*What needs to be done*:
Every line of the data must appear again in the answer, exactly as written.

*Records supplied*:
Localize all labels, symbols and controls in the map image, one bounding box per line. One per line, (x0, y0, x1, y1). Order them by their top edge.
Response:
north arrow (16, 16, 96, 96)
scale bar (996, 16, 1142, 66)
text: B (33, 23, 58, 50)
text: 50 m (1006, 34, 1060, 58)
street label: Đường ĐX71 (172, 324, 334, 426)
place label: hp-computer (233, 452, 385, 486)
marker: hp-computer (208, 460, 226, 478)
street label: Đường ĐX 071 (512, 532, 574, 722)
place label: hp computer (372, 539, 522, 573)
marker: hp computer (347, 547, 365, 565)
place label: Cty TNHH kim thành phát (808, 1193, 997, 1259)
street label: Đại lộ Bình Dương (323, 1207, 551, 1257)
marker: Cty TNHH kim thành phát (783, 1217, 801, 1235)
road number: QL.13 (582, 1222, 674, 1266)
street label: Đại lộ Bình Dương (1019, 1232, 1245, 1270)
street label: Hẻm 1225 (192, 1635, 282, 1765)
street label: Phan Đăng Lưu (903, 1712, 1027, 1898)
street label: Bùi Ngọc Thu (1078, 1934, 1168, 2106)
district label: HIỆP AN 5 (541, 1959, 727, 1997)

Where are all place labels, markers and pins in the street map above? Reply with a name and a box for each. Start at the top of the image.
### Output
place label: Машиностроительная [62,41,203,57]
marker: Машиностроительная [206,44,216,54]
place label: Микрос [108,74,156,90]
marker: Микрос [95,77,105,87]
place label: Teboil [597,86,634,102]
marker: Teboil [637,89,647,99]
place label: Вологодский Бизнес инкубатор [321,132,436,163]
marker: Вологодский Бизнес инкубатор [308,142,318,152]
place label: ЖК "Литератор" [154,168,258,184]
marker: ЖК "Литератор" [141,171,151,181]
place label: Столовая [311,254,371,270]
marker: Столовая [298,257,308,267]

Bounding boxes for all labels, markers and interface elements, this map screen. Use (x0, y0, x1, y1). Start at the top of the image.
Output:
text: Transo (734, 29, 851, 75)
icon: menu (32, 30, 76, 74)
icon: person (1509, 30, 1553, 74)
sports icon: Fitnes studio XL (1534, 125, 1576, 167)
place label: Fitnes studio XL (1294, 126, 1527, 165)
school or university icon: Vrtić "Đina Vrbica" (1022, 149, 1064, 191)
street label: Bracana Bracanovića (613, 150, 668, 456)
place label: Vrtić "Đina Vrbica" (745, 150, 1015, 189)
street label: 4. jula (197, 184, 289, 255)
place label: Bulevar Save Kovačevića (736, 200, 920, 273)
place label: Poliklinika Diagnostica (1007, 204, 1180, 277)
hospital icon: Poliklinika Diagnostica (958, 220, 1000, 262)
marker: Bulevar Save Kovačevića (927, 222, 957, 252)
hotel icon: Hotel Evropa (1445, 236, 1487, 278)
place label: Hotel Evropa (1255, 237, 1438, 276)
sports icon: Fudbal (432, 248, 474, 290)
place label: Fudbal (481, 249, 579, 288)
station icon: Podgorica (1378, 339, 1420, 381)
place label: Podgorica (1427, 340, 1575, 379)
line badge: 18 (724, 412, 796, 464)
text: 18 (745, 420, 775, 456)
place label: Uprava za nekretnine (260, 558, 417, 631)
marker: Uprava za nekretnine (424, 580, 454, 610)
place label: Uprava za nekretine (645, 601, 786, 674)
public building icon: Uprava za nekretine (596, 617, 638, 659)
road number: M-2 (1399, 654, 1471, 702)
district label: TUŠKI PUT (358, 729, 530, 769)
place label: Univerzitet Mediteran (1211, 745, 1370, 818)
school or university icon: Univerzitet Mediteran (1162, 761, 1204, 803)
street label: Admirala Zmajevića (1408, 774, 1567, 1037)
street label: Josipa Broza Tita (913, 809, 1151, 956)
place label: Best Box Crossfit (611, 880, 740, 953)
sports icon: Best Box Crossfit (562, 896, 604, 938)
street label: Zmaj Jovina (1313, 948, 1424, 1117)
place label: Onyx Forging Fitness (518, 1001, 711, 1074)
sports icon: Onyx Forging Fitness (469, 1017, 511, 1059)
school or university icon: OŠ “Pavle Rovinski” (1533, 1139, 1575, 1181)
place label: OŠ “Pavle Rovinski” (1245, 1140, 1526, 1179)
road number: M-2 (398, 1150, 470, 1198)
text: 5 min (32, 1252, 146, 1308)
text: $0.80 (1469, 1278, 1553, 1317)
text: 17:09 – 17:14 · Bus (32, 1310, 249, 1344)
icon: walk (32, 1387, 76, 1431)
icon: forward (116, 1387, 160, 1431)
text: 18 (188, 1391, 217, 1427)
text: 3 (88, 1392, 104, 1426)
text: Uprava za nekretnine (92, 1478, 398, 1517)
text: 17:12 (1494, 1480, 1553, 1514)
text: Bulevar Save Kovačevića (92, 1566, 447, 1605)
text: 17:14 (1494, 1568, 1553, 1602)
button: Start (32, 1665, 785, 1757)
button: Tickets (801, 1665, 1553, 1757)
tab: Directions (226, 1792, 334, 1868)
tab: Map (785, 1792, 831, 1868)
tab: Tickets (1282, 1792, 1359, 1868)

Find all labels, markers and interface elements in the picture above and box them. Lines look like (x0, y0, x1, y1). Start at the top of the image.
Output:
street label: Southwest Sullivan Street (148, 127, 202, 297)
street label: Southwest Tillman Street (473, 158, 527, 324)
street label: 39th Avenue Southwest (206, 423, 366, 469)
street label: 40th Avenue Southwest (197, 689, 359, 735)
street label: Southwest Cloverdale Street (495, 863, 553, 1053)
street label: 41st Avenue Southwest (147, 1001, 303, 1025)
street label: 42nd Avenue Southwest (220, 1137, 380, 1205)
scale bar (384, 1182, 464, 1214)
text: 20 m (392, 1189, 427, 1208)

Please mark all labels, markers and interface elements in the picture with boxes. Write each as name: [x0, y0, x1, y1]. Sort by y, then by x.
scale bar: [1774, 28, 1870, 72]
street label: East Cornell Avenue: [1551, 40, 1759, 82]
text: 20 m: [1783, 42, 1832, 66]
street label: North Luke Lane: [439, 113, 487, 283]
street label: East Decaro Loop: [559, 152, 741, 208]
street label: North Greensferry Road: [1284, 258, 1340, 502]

*Answer box*:
Localize all labels, symbols and controls in the map image, one bounding box per line. One per line, (x0, y0, x1, y1). Order them by their top edge.
Response:
north arrow (16, 16, 96, 96)
scale bar (996, 16, 1142, 66)
text: B (33, 23, 58, 50)
text: 50 m (1006, 34, 1060, 58)
street label: Đường ĐX71 (172, 324, 334, 426)
place label: hp-computer (233, 452, 385, 486)
marker: hp-computer (208, 460, 226, 478)
street label: Đường ĐX 071 (512, 532, 574, 722)
place label: hp computer (372, 539, 522, 573)
marker: hp computer (347, 547, 365, 565)
place label: Cty TNHH kim thành phát (808, 1193, 997, 1259)
street label: Đại lộ Bình Dương (323, 1207, 551, 1257)
marker: Cty TNHH kim thành phát (783, 1217, 801, 1235)
road number: QL.13 (582, 1222, 674, 1266)
street label: Đại lộ Bình Dương (1019, 1232, 1245, 1270)
street label: Hẻm 1225 (192, 1635, 282, 1765)
street label: Phan Đăng Lưu (903, 1712, 1027, 1898)
street label: Bùi Ngọc Thu (1078, 1934, 1168, 2106)
district label: HIỆP AN 5 (541, 1959, 727, 1997)

Where are all place labels, markers and pins in the street map above? Reply with a name and a box for each. Start at the top of the image.
### Output
place label: Машиностроительная [62,41,203,57]
marker: Машиностроительная [206,44,216,54]
place label: Микрос [108,74,156,90]
marker: Микрос [95,77,105,87]
place label: Teboil [597,86,634,102]
marker: Teboil [637,89,647,99]
place label: Вологодский Бизнес инкубатор [321,132,436,163]
marker: Вологодский Бизнес инкубатор [308,142,318,152]
place label: ЖК "Литератор" [154,168,258,184]
marker: ЖК "Литератор" [141,171,151,181]
place label: Столовая [311,254,371,270]
marker: Столовая [298,257,308,267]

Bounding boxes for all labels, markers and interface elements, this map screen. Use (x0, y0, x1, y1). Start at the top of the image.
Output:
text: Transo (734, 29, 851, 75)
icon: menu (32, 30, 76, 74)
icon: person (1509, 30, 1553, 74)
sports icon: Fitnes studio XL (1534, 125, 1576, 167)
place label: Fitnes studio XL (1294, 126, 1527, 165)
school or university icon: Vrtić "Đina Vrbica" (1022, 149, 1064, 191)
street label: Bracana Bracanovića (613, 150, 668, 456)
place label: Vrtić "Đina Vrbica" (745, 150, 1015, 189)
street label: 4. jula (197, 184, 289, 255)
place label: Bulevar Save Kovačevića (736, 200, 920, 273)
place label: Poliklinika Diagnostica (1007, 204, 1180, 277)
hospital icon: Poliklinika Diagnostica (958, 220, 1000, 262)
marker: Bulevar Save Kovačevića (927, 222, 957, 252)
hotel icon: Hotel Evropa (1445, 236, 1487, 278)
place label: Hotel Evropa (1255, 237, 1438, 276)
sports icon: Fudbal (432, 248, 474, 290)
place label: Fudbal (481, 249, 579, 288)
station icon: Podgorica (1378, 339, 1420, 381)
place label: Podgorica (1427, 340, 1575, 379)
line badge: 18 (724, 412, 796, 464)
text: 18 (745, 420, 775, 456)
place label: Uprava za nekretnine (260, 558, 417, 631)
marker: Uprava za nekretnine (424, 580, 454, 610)
place label: Uprava za nekretine (645, 601, 786, 674)
public building icon: Uprava za nekretine (596, 617, 638, 659)
road number: M-2 (1399, 654, 1471, 702)
district label: TUŠKI PUT (358, 729, 530, 769)
place label: Univerzitet Mediteran (1211, 745, 1370, 818)
school or university icon: Univerzitet Mediteran (1162, 761, 1204, 803)
street label: Admirala Zmajevića (1408, 774, 1567, 1037)
street label: Josipa Broza Tita (913, 809, 1151, 956)
place label: Best Box Crossfit (611, 880, 740, 953)
sports icon: Best Box Crossfit (562, 896, 604, 938)
street label: Zmaj Jovina (1313, 948, 1424, 1117)
place label: Onyx Forging Fitness (518, 1001, 711, 1074)
sports icon: Onyx Forging Fitness (469, 1017, 511, 1059)
school or university icon: OŠ “Pavle Rovinski” (1533, 1139, 1575, 1181)
place label: OŠ “Pavle Rovinski” (1245, 1140, 1526, 1179)
road number: M-2 (398, 1150, 470, 1198)
text: 5 min (32, 1252, 146, 1308)
text: $0.80 (1469, 1278, 1553, 1317)
text: 17:09 – 17:14 · Bus (32, 1310, 249, 1344)
icon: walk (32, 1387, 76, 1431)
icon: forward (116, 1387, 160, 1431)
text: 18 (188, 1391, 217, 1427)
text: 3 (88, 1392, 104, 1426)
text: Uprava za nekretnine (92, 1478, 398, 1517)
text: 17:12 (1494, 1480, 1553, 1514)
text: Bulevar Save Kovačevića (92, 1566, 447, 1605)
text: 17:14 (1494, 1568, 1553, 1602)
button: Start (32, 1665, 785, 1757)
button: Tickets (801, 1665, 1553, 1757)
tab: Directions (226, 1792, 334, 1868)
tab: Map (785, 1792, 831, 1868)
tab: Tickets (1282, 1792, 1359, 1868)

Find all labels, markers and interface elements in the picture above and box them. Lines look like (x0, y0, x1, y1). Start at the top of the image.
Output:
street label: Southwest Sullivan Street (148, 127, 202, 297)
street label: Southwest Tillman Street (473, 158, 527, 324)
street label: 39th Avenue Southwest (206, 423, 366, 469)
street label: 40th Avenue Southwest (197, 689, 359, 735)
street label: Southwest Cloverdale Street (495, 863, 553, 1053)
street label: 41st Avenue Southwest (147, 1001, 303, 1025)
street label: 42nd Avenue Southwest (220, 1137, 380, 1205)
scale bar (384, 1182, 464, 1214)
text: 20 m (392, 1189, 427, 1208)

Please mark all labels, markers and interface elements in the picture with boxes. Write each as name: [x0, y0, x1, y1]. Sort by y, then by x.
scale bar: [1774, 28, 1870, 72]
street label: East Cornell Avenue: [1551, 40, 1759, 82]
text: 20 m: [1783, 42, 1832, 66]
street label: North Luke Lane: [439, 113, 487, 283]
street label: East Decaro Loop: [559, 152, 741, 208]
street label: North Greensferry Road: [1284, 258, 1340, 502]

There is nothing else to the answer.